Record extracts:
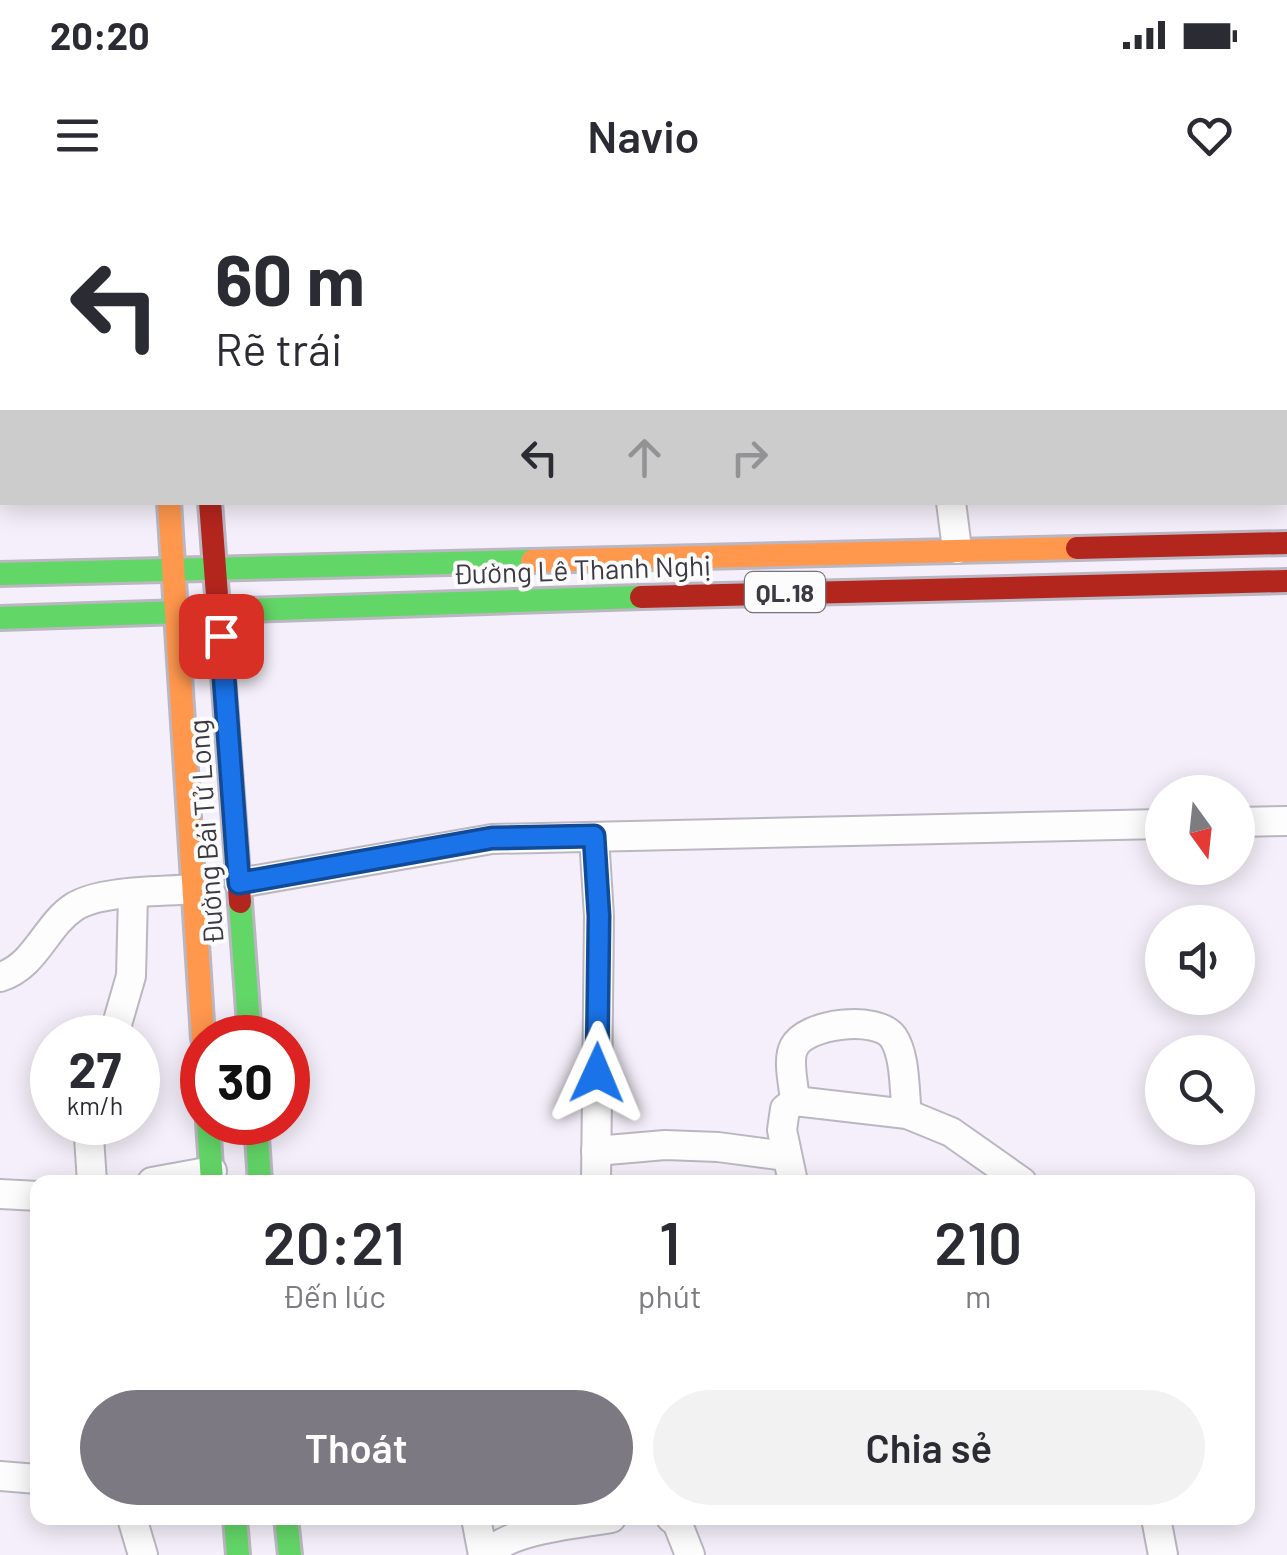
<!DOCTYPE html>
<html lang="vi">
<head>
<meta charset="utf-8">
<style>
	:root { --surface:#fff; --page:#f2f2f3; --text:#2b2b33; --muted:#7c7c81; --accent:#7d7983 }
	body { margin:0; font-family:Barlow,sans-serif; background:var(--page); color:var(--text); height:100vh; display:flex; flex-direction:column; font-size:38px; white-space:nowrap }
	* { box-sizing:border-box; margin:0 }
	p { font-size:32px; color:var(--muted) }
	.icon { flex:none; width:55px; height:55px; fill:none; stroke:currentColor; stroke-width:2; stroke-linecap:round; stroke-linejoin:round }
	.map { position:relative; flex:1; overflow:hidden }
	.side { position:absolute; left:30px; top:975px; width:1225px; height:350px; display:flex; flex-direction:column; background:var(--surface); border-radius:20px; box-shadow:0 5px 25px #0003 }
	.side>* { flex:none }
	.hud { position:absolute; left:0px; top:0px; width:1288px; height:305px; box-shadow:0 5px 25px #0003; background:#fff; color:var(--text); overflow:hidden }
	.needle { width:65px; rotate:165deg }
	.buttons { position:absolute; left:1145px; top:575px; display:grid; gap:20px }
	.buttons a { display:grid; place-items:center; width:110px; height:110px; border-radius:50%; background:var(--surface); box-shadow:0 5px 25px #0003; font-size:50px }
	.speed { position:absolute; left:30px; top:815px; display:flex; gap:20px; font-size:50px; font-weight:700; text-align:center }
	.speed>* { display:grid; place-content:center; width:130px; height:130px; border-radius:50%; background:var(--surface); box-shadow:0 5px 25px #0003; line-height:1 }
	.speed small { font-size:25px; font-weight:400 }
	.speed .limit { border:15px solid #d22; background:#fff; color:#111 }
	.pin { position:absolute; display:grid; place-items:center; width:85px; height:85px; color:#fff; margin:-42px; border-radius:20px; box-shadow:0 5px 15px #0006 }
	.me { position:absolute; width:110px; margin:-55px; rotate:1deg; stroke-linejoin:round; filter:drop-shadow(0 0 8px #0008) }
	.turn { display:flex; align-items:center; gap:35px; height:210px; padding:0 50px; font-size:45px }
	.turn .icon { width:130px; height:130px; stroke-width:2.5 }
	.turn b { display:block; font-size:70px; line-height:85px }
	.lanes { display:flex; align-items:center; height:95px; padding:0 50px; background:#0003; justify-content:center; gap:50px; direction:ltr }
	.lanes .off { opacity:.35 }
	.eta { display:flex; justify-content:space-evenly; align-items:center; height:170px; text-align:center }
	.eta b { font-size:60px; font-weight:600; line-height:70px }
	.primary-button { display:flex; gap:20px; margin-top:auto; padding:20px 50px }
	.primary-button a { flex:1; height:115px; border-radius:60px; background:var(--accent); color:#fff; font-size:40px; font-weight:600; line-height:115px; text-align:center }
	.primary-button a+a { background:var(--page); color:var(--text) }
	.status { display:flex; justify-content:space-between; align-items:center; height:70px; padding:0 50px; background:var(--surface); direction:ltr }
	.status svg { height:28px; fill:currentColor }
	header { display:flex; justify-content:space-between; align-items:center; height:130px; padding:0 50px; background:var(--surface); font-size:45px; font-weight:600 }
	.map>svg:first-child { display:block }
	.lines { fill:none; stroke-linecap:round; stroke-linejoin:round }
	.street-casing { stroke:#bbb7c1; stroke-width:32 }
	.fast-casing { stroke:#bbb7c1; stroke-width:28 }
	.slow-casing { stroke:#bbb7c1; stroke-width:28 }
	.jam-casing { stroke:#bbb7c1; stroke-width:28 }
	.street { stroke:#fdfdfe; stroke-width:28 }
	.fast { stroke:#63d668; stroke-width:22 }
	.slow { stroke:#ff974d; stroke-width:22 }
	.jam { stroke:#b3261e; stroke-width:22 }
	.route-casing { stroke:#114b97; stroke-width:25 }
	.route { stroke:#1a73e8; stroke-width:18 }
	.labels { text-anchor:middle; dominant-baseline:central; stroke-width:8; stroke-linejoin:round; paint-order:stroke }
	.shield { fill:#fcfcfc; stroke:#76747a; stroke-width:2.5 }
	.shield-label { font-size:25px; font-weight:bold; fill:#3d3943 }
	.street-label { font-size:28px; fill:#3d3943; stroke:#fcfcfc }
</style>
</head>
<body>
<div class="status"><b>20:20</b><svg viewBox="0 0 49 12"><path d="M0 12V9h3v3zM5 12V6h3v6zM10 12V3h3v9zM15 12V0h3v12zM26 1h20v11H26zM47 4h2v5h-2z"/></svg></div>
<header><svg class="icon" aria-label="menu" viewBox="0 0 24 24"><path d="M4 6h16M4 12h16M4 18h16"/></svg>Navio<svg class="icon" aria-label="heart" viewBox="0 0 24 24"><path d="M12 20l-8-8c-3-5 5-10 8-4 3-6 11-1 8 4z"/></svg></header>
<div class="map">
<svg width="1287" height="1355" viewBox="0 0 1287 1355">
	<rect width="100%" height="100%" fill="#f4effa"/>
	<g class="lines">
		<!-- street casing -->
		<g class="street-casing">
			<g id="street">
				<polyline points="538,2 544,0"/>
				<polyline points="1285,9 1287,10"/>
				<polyline points="951,302 957,349"/>
				<polyline points="1238,622 1287,621"/>
				<polyline points="594,637 599,716 596,982"/>
				<polyline points="239,683 492,639 1162,624"/>
				<path d="M0 777C36 766 45 726 74 707 101 690 161 692 193 689"/>
				<polyline points="113,838 131,776 133,695"/>
				<path d="M795 901C794 886 787 860 794 847 806 823 877 815 893 837 906 856 904 892 907 914"/>
				<polyline points="88,922 92,982"/>
				<polyline points="596,951 665,945 718,947 786,956"/>
				<polyline points="152,982 212,971"/>
				<polyline points="793,982 782,930 785,909 795,901 907,914 951,932 1022,982"/>
				<polyline points="0,994 38,996"/>
				<polyline points="0,1276 37,1279"/>
				<polyline points="132,1318 143,1355"/>
				<polyline points="476,1318 483,1355"/>
				<polyline points="671,1318 677,1322 690,1355"/>
				<polyline points="1156,1318 1163,1355"/>
				<path d="M488 1355C507 1329 579 1324 611 1318"/>
			</g>
		</g>
		<!-- fast casing -->
		<g class="fast-casing">
			<g id="fast">
				<polyline points="107,0 108,2"/>
				<polyline points="158,0 159,2"/>
				<polyline points="0,374 532,361"/>
				<polyline points="0,418 641,397"/>
				<polyline points="240,702 250,838"/>
				<polyline points="208,922 212,982"/>
				<polyline points="256,922 260,982"/>
				<polyline points="235,1318 238,1355"/>
				<polyline points="286,1318 290,1355"/>
			</g>
		</g>
		<!-- slow casing -->
		<g class="slow-casing">
			<g id="slow">
				<polyline points="169,302 203,838"/>
				<polyline points="532,361 1077,348"/>
			</g>
		</g>
		<!-- jam casing -->
		<g class="jam-casing">
			<g id="jam">
				<polyline points="210,302 240,702"/>
				<polyline points="1077,348 1287,343"/>
				<polyline points="641,397 1287,381"/>
			</g>
		</g>
		<!-- street -->
		<use href="#street" class="street"/>
		<!-- fast -->
		<use href="#fast" class="fast"/>
		<!-- slow -->
		<use href="#slow" class="slow"/>
		<!-- jam -->
		<use href="#jam" class="jam"/>
	</g>
	<g class="lines">
		<!-- route casing -->
		<g class="route-casing">
			<polyline id="route" points="221,436 239,683 492,638 594,636 599,716 597,873"/>
		</g>
		<!-- route -->
		<use href="#route" class="route"/>
	</g>
	<g class="labels">
		<!-- shield labels -->
		<rect class="shield" x="745" y="372" width="80" height="40" rx="8"/>
		<g class="shield-label">
			<text x="785" y="392">QL.18</text>
		</g>
		<!-- street labels -->
		<g class="street-label">
			<text transform="translate(582 369) rotate(-2)">Đường Lê Thanh Nghị</text>
			<text transform="translate(205 632) rotate(-94)">Đường Bái Tử Long</text>
		</g>
	</g>
</svg>
<div class="buttons">
<a><svg class="needle" viewBox="-14 -14 28 28"><path d="M0-13l5 13h-10z" fill="#e53935"/><path d="M0 13l5-13h-10z" fill="#7c7c81"/></svg></a>
<a><svg class="icon" aria-label="sound" viewBox="0 0 24 24"><path d="M4 9h4l5-4v14l-5-4H4zM17 9q2 3 0 6"/></svg></a>
<a><svg class="icon" aria-label="search" viewBox="0 0 24 24"><circle cx="10" cy="10" r="6"/><path d="M15 15l6 6"/></svg></a>
</div>
<div class="speed"><div>27<small>km/h</small></div><div class="limit">30</div></div>
<div class="pin" style="left:221px;top:436px;background:#d93025"><svg class="icon" aria-label="arrive" viewBox="0 0 24 24"><path d="M6 21V4h12l-3 4 3 4H6"/></svg></div>
<svg class="me" style="left:597px;top:873px" viewBox="-20 -20 40 40"><path d="M0-17L14 15 0 8-14 15z" fill="#1a73e8" stroke="#fff" stroke-width="4"/></svg>
<div class="hud">
<div class="turn"><svg class="icon" aria-label="left" viewBox="0 0 24 24"><path d="M17 20v-9H6M10 6l-5 5 5 5"/></svg><div><b>60 m</b>Rẽ trái</div></div>
<div class="lanes"><svg class="icon" aria-label="left" viewBox="0 0 24 24"><path d="M17 20v-9H6M10 6l-5 5 5 5"/></svg><svg class="icon off" aria-label="ahead" viewBox="0 0 24 24"><path d="M12 20V5M6 11l6-6 6 6"/></svg><svg class="icon off" aria-label="right" viewBox="0 0 24 24"><path d="M7 20v-9h11M14 6l5 5-5 5"/></svg></div>
</div>
<section class="side">
<div class="eta">
<div><b>20:21</b><p>Đến lúc</p></div>
<div><b>1</b><p>phút</p></div>
<div><b>210</b><p>m</p></div>
</div>
<div class="primary-button"><a>Thoát</a><a>Chia sẻ</a></div>
</section>
</div>
</body>
</html>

Exercise: Gather and copy every line of the data in which the string "between" is found.

Solution to this problem:
	.status { display:flex; justify-content:space-between; align-items:center; height:70px; padding:0 50px; background:var(--surface); direction:ltr }
	header { display:flex; justify-content:space-between; align-items:center; height:130px; padding:0 50px; background:var(--surface); font-size:45px; font-weight:600 }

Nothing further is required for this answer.